Most of things in Fedora can be configured graphically. The only case I had to go to shell were final configuration changes in Samba. As it turned out, the default umask allowed search on directories (rwxr-xr-x), but none on files (rwx------). This lead to strange behaviour when the images were visible from Windows client - user could see the file names in the directory but no viewer could display them. Fix was trivial:

find . -name "*.jpg" -exec chmod +r '{}' \;

It's kind of funny how old skills reapper when you need them. Unix is like riding a bike: you get uncomfortable and out of form but you never loose it completely. I even remembered quite a few vi and emacs key combinations (but happily switched to use gedit or JEdit).

One thing that did not work out of the box was VNC server (I am getting ready to disconnect monitor and keyboard, move the box under the desk and forget about it for next year or so :-)). When attempting to start the VNC server using the GUI interface - it does not report any error, but does not start either. When trying from command line (using /sbin/service), the error explained the problem with Xstartup. I found this useful info, will try it out.
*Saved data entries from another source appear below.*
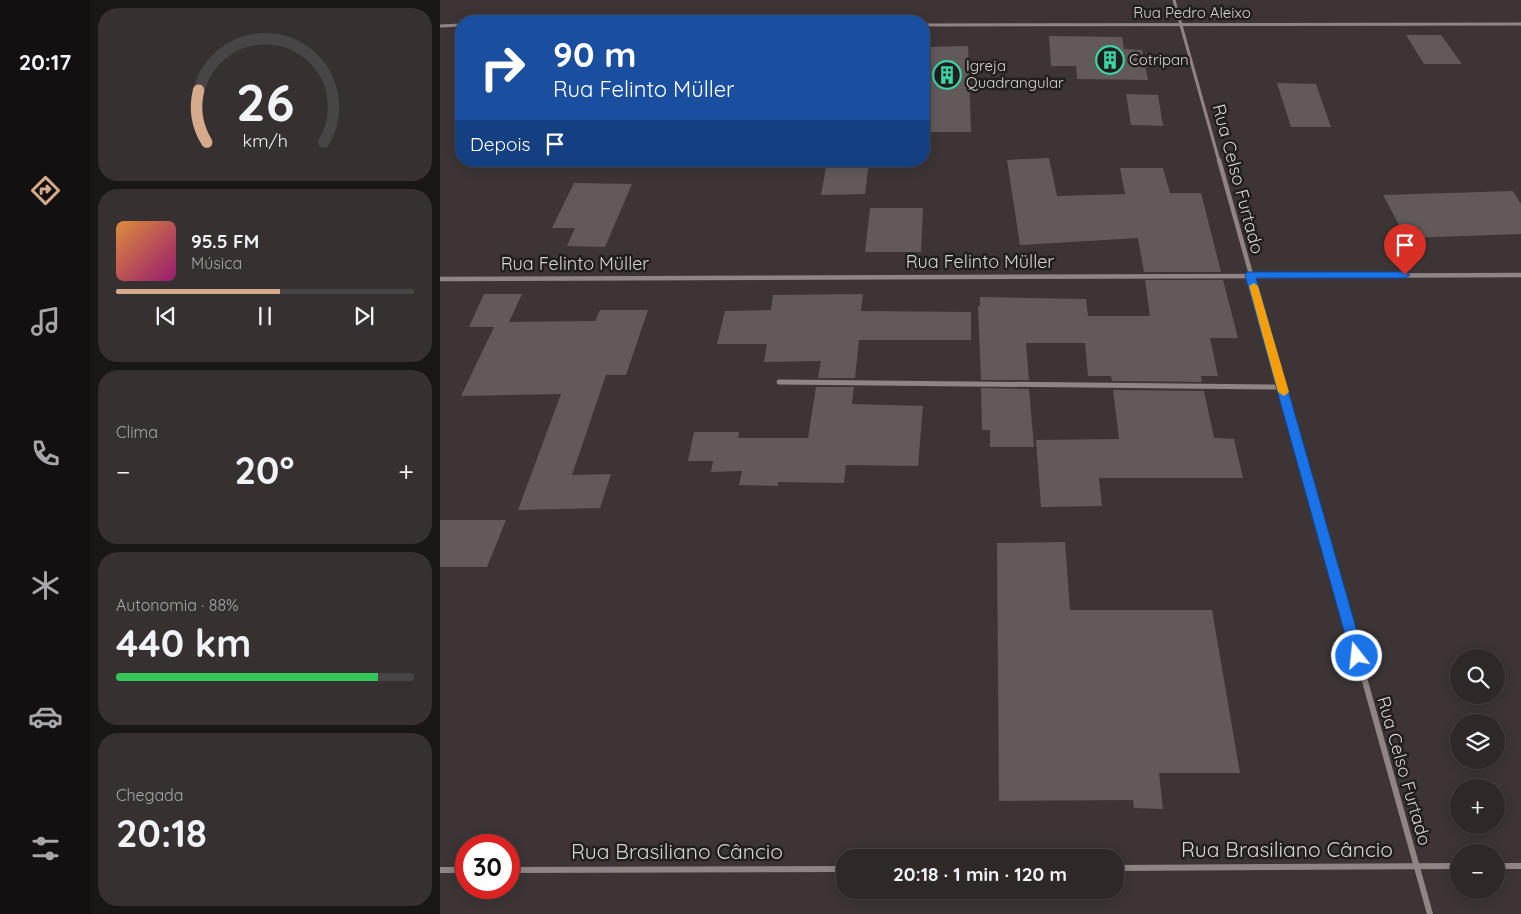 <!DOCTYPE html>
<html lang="pt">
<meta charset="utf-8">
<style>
body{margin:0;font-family:Quicksand,sans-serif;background:#363030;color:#f1f3f6;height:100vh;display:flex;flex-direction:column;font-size:19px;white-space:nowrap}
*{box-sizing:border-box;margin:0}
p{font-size:16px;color:#a7a6a8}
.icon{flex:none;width:28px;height:28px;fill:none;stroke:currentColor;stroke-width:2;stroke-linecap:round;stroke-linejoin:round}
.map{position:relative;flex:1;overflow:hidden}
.drawer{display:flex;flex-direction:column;gap:8px;padding:8px;background:#191616;width:350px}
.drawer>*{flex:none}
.hud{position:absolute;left:15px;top:15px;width:475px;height:152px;border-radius:20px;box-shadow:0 2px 12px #0003,0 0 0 1px #494445;background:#1a4fa0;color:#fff;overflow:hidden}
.fabs{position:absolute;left:1010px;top:649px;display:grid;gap:10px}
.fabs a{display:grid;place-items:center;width:55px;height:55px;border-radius:50%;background:#2e2828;box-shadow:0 2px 12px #0003,0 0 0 1px #494445;font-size:25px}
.speed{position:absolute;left:15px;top:834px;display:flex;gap:10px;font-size:25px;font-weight:700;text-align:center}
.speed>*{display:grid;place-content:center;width:65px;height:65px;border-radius:50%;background:#2e2828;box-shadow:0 2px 12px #0003,0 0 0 1px #494445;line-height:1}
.speed .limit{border:8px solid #d22;background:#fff;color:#111}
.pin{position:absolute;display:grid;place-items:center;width:42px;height:42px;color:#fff;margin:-51px -21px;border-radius:50% 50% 50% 0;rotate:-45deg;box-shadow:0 0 5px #0007}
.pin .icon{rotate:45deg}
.me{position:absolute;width:55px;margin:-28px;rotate:344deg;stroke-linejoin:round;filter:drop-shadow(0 0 4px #0008)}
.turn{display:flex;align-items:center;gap:18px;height:105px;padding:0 15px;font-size:22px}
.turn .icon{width:65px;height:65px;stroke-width:2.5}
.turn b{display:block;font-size:35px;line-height:42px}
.then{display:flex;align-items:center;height:48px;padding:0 15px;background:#0003;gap:10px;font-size:19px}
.big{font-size:38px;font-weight:700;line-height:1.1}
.drawer .card{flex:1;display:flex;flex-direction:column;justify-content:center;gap:8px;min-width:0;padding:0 18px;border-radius:20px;background:#363030}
.drawer .dial{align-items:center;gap:0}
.dial svg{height:130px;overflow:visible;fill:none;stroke:#494445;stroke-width:7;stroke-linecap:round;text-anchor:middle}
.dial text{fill:#f1f3f6;stroke:none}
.song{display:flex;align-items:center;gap:15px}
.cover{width:60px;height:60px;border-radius:8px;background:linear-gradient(135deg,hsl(30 70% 55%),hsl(320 70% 35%))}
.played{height:5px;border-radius:2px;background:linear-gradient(90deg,#d6ab8b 55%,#494445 55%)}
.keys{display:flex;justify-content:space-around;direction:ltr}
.heat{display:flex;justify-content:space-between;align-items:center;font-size:28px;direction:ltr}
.charge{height:8px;border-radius:4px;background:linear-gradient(90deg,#34c759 88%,#494445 0)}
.trip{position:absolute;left:396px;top:849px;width:288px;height:50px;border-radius:20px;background:#2e2828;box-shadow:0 2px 12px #0003,0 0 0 1px #494445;font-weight:700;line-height:50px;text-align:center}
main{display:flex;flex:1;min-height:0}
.tab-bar{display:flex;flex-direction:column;width:90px;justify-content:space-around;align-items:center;background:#121010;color:#a7a6a8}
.tab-bar .icon{width:35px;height:35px}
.tab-bar .on{color:#d6ab8b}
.tab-bar b{font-size:22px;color:#f1f3f6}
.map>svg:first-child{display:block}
.building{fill:#625a5a}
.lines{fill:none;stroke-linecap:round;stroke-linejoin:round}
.street-far3{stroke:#8f8585;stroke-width:3}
.street-far2{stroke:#8f8585;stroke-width:4.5}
.street-far1{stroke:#8f8585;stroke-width:5}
.street{stroke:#8f8585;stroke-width:6}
.route{fill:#1a73e8;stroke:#114b97}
.slow{fill:#f59e0b}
.labels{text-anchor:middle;stroke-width:5;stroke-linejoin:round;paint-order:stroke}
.far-street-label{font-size:15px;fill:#d8d3d3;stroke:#221e1e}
.far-poi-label{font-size:15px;fill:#d8d3d3;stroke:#221e1e;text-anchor:start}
.street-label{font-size:18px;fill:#d8d3d3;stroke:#221e1e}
.near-street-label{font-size:21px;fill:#d8d3d3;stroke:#221e1e}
</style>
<main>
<nav class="tab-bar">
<b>20:17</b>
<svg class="icon on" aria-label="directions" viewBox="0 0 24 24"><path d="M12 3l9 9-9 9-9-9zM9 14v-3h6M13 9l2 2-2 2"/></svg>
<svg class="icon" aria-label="music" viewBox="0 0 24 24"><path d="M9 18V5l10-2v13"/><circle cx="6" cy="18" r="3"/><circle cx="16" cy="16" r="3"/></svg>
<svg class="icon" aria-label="phone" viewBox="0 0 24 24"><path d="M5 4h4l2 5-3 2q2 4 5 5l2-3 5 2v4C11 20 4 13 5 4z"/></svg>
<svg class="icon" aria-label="climate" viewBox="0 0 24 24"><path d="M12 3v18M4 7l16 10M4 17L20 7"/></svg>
<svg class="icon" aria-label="car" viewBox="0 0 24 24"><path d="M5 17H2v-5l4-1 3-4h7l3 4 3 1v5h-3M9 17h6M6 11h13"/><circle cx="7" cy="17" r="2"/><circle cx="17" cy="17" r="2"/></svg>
<svg class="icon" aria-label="filters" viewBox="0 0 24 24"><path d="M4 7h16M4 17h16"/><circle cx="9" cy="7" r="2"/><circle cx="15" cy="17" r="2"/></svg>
</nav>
<section class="drawer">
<div class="card dial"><svg viewBox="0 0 100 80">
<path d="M14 69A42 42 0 1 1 86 69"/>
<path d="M14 69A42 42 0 0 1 9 37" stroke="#d6ab8b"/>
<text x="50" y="56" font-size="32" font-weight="700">26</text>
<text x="50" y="72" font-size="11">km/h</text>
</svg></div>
<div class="card">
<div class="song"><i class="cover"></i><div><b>95.5 FM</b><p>Música</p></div></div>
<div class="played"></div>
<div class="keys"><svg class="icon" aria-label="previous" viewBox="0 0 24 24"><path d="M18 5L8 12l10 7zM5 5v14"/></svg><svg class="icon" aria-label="pause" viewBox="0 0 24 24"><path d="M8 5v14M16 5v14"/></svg><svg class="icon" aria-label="next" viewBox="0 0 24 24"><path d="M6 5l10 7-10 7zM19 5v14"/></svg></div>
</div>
<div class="card"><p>Clima</p>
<div class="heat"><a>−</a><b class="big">20°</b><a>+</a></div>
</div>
<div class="card"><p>Autonomia · 88%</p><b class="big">440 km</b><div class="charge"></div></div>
<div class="card"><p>Chegada</p><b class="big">20:18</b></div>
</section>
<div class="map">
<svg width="1081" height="914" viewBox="0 0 1081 914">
<rect width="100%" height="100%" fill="#3d3535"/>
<g class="building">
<path d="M966,35H1001L1022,64H984Z"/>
<path d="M609,36L682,37L684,49L702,50L708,80L637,79L636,66H611Z"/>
<path d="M528,46L531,132H485L486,47Z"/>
<path d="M837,83L876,84L891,127H851Z"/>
<path d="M686,94L718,95L723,126L691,125Z"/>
<path d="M609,158L617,196L685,194L680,168H723L730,193H761L781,272H704L698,238L580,245L567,160Z"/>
<path d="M429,161L425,194L381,195L387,162Z"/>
<path d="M134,183L192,184L165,247L127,246L135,228H112Z"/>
<path d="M1073,191L1081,204V234L966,238L943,195Z"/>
<path d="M430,208H483L481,252H425Z"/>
<path d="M705,280H783L798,338H770L778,376H761L762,382L672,381L671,376H648L645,343H586L589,380H541L538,306H540V297L646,299L648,316H710Z"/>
<path d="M44,294H82L69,322L155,321L160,310H208L186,375H166L132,475L171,474L160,508L78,510L121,394L21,396L54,327H29Z"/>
<path d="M423,294L421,311L531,312V340H419L415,378H378L381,361L324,362L327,344H277L285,311L331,310L333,295Z"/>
<path d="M376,387H414L412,404L483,406L478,466L406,465L404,483L338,482V486L299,485L302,471L271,472L273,461H248L254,432H299L298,438H368Z"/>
<path d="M541,388L589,389L594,447H550V430H542Z"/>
<path d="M673,390L764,391L774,438L794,439L803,478H659L662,506L601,507L596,440L679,439Z"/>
<path d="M0,520H66L47,567H0Z"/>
<path d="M625,542L630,610H772L800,773H719L723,809L694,808L693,800L559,801L557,543Z"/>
</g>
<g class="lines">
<g class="street-far3">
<path d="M734,0L779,161"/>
<path d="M484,25L1081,24"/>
<path d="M0,26L21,25"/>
</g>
<g class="street-far2">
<path d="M779,160L835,360"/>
<path d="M0,279L1081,275"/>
</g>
<g class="street-far1">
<path d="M835,359L904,608"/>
<path d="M339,382L842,387"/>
</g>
<g class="street">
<path d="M904,606L990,914"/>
<path d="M1056,866H1081"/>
<path d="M675,868L1019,866"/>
<path d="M0,870H26"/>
<path d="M69,870L405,869"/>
</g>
</g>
<path class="route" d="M807,272H965L970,275L965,278H816L924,656L922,660L917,662L913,660L911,656L805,275Z"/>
<path class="slow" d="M814,283L818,286L849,392L844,396L838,392L809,286Z"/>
<defs>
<symbol id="building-ring" viewBox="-11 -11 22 22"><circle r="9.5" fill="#221e1e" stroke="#3ad4a5" stroke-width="1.5"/><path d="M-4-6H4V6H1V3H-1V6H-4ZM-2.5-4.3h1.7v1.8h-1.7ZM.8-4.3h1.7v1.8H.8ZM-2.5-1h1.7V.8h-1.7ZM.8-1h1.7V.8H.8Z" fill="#3ad4a5"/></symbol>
</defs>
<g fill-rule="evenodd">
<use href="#building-ring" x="654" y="44" width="32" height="32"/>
<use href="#building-ring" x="491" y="59" width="32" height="32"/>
</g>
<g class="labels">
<g class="far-street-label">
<text x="752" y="18">Rua Pedro Aleixo</text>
</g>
<g class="far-poi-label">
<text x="689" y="65">Cotripan</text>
<text x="526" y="71">Igreja<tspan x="526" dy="17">Quadrangular</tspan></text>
</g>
<g class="street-label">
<text transform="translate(798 179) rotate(75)" y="6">Rua Celso Furtado</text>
<text x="540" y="268">Rua Felinto Müller</text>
<text x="135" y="270">Rua Felinto Müller</text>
<text transform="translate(964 771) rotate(74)" y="6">Rua Celso Furtado</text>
</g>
<g class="near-street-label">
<text x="847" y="857">Rua Brasiliano Câncio</text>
<text x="237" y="859">Rua Brasiliano Câncio</text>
</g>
</g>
</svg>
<div class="fabs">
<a><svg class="icon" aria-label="search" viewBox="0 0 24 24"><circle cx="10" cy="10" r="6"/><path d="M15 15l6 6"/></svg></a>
<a><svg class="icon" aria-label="layers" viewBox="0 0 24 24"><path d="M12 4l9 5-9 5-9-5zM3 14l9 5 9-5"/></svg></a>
<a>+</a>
<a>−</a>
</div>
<div class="speed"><div class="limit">30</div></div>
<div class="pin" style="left:965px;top:275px;background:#d93025"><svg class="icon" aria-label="arrive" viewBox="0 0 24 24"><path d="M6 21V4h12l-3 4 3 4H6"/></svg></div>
<svg class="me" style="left:917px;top:656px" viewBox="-20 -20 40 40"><circle r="17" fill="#1a73e8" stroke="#fff" stroke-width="3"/><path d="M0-11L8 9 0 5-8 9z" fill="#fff"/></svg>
<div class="trip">20:18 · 1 min · 120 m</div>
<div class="hud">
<div class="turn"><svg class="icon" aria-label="right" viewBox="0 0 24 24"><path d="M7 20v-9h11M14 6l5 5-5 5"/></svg><div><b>90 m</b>Rua Felinto Müller</div></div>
<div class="then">Depois<svg class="icon" aria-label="arrive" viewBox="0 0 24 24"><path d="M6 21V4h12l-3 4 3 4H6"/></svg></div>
</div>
</div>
</main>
So far I am very happy with performance of the system (I have copied about 150 GB of content on the NAS).

Lessons learned:
- the "NAS" like distributions (FreeNAS, NASLite+) have variety of limitations (like lack of readonly/readwrite access support, user access rights) and are basically all-or-nothing solutions
- OpenFiler is not good solution for home network either. It goes to the other extreme - unless you have domain controller, you are out of luck, as it does not support local users
- from full distributions, Fedora provides everything you need to have NAS as well as well user friendly environment for administration. To be fair, I did not try OpenSUSE or Mandriva. Ubuntu - despite being known as the "most user friendly" distro did not work for me: the desktop edition (which indeed was great user experience) does not contain server components and the server edition requires really experienced Linux admin as it has no GUI at all.

All summed up: lots of fun. Worth every penny.